Siamo in presenza di regimi intossicati dal loro strapotere e incapaci di cambiare

NON E’ DETTO
– Ma non tutti gli osservatori internazionali sembrano essere convinti dell’imminenza di una rivoluzione nel Maghreb. Gli esperti di Foreign Policy, ad esempio, si dicono convinti che una propagazione della rivolta in altri paesi dell’Africa Mediterranea sia molto improbabile. Prima di tutto perchè l’accensione di fuochi rivoluzionari “per simpatia” è un evento di difficile realizzazione nella Storia. Sarebbe, spiegano, praticamente la prima volta.

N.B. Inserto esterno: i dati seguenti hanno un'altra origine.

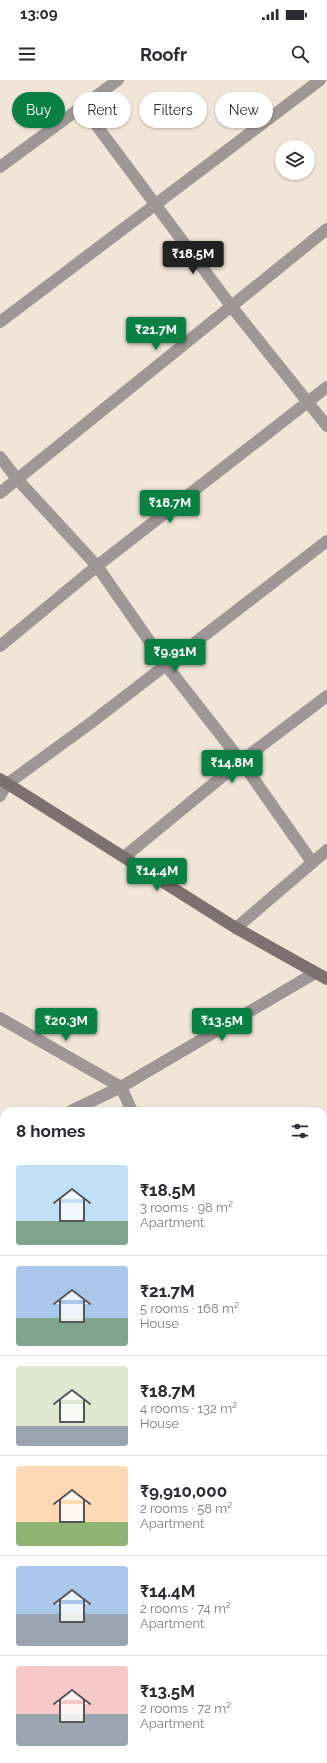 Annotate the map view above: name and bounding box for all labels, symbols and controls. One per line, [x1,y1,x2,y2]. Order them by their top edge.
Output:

Per i non addetti ai lavori, la rivoluzione francese non ha mai fatto scoppiare rivoluzioni simpatetiche in Europa. Certo, monarchi assortiti furono decapitati, ma questo fu in maggioranza reso possibili dalle baionette dell’armata francese. Similmente, anche se molte persone avevano paura che il Bolscevismo si sarebbe diffuso in Europa dopo il 1917, non fu così, e si dovette aspettare la Seconda Guerra Mondiale per la propagazione del comunismo, ancora una volta per il sostegno dell’Armata rossa – o per opera di comunisti indigeni come quelli di Mao Zedong, e comunque molto più tardi. La rivoluzione iraniana del 1979 non si è dimostrata un modello contaggioso; anche se simpatizzanti sono emersi in vari luoghi (come il Libano) non abbiamo notizia di rivoluzioni sul modello Khomeinista negli ultimi 30 anni. Le rivoluzioni di velluto nell’Europa dell’Est sono una parziale eccezzione, ma principalmente perchè i satelliti dell’Unione Sovietica nell’Europa dell’est erano tutti dipendenti dal pericolo dell’invasione sovietica per tenere i propri regimi artificiali al potere. Una volta che la comune pietra d’angolo del potere sovietico non era più credibile, comunque, tutte queste tessere di domino sono cadute in fila. Ma questo non è il caso del mondo arabo. Anche se la gran parte dei governi arabi sono autoritari, sono anche indipendenti e dipendono da una grandemente differente varetà di istituzioni politiche e misure pensate per mantenere i governanti al potere. Il fatto che Ben Ali alla fine non è stato in grado di affrontare la situazione e che è stato buttato fuori dal potere non vuol dire che gli altri leaders arabi non saranno in grado di deflettere, o al limite sopprimere, sfide al loro ruolo.

Pensare che, seguito l’esempio tunisino il Maghreb si risvegli da solo, dunque, potrebbe essere solo una pia illusione.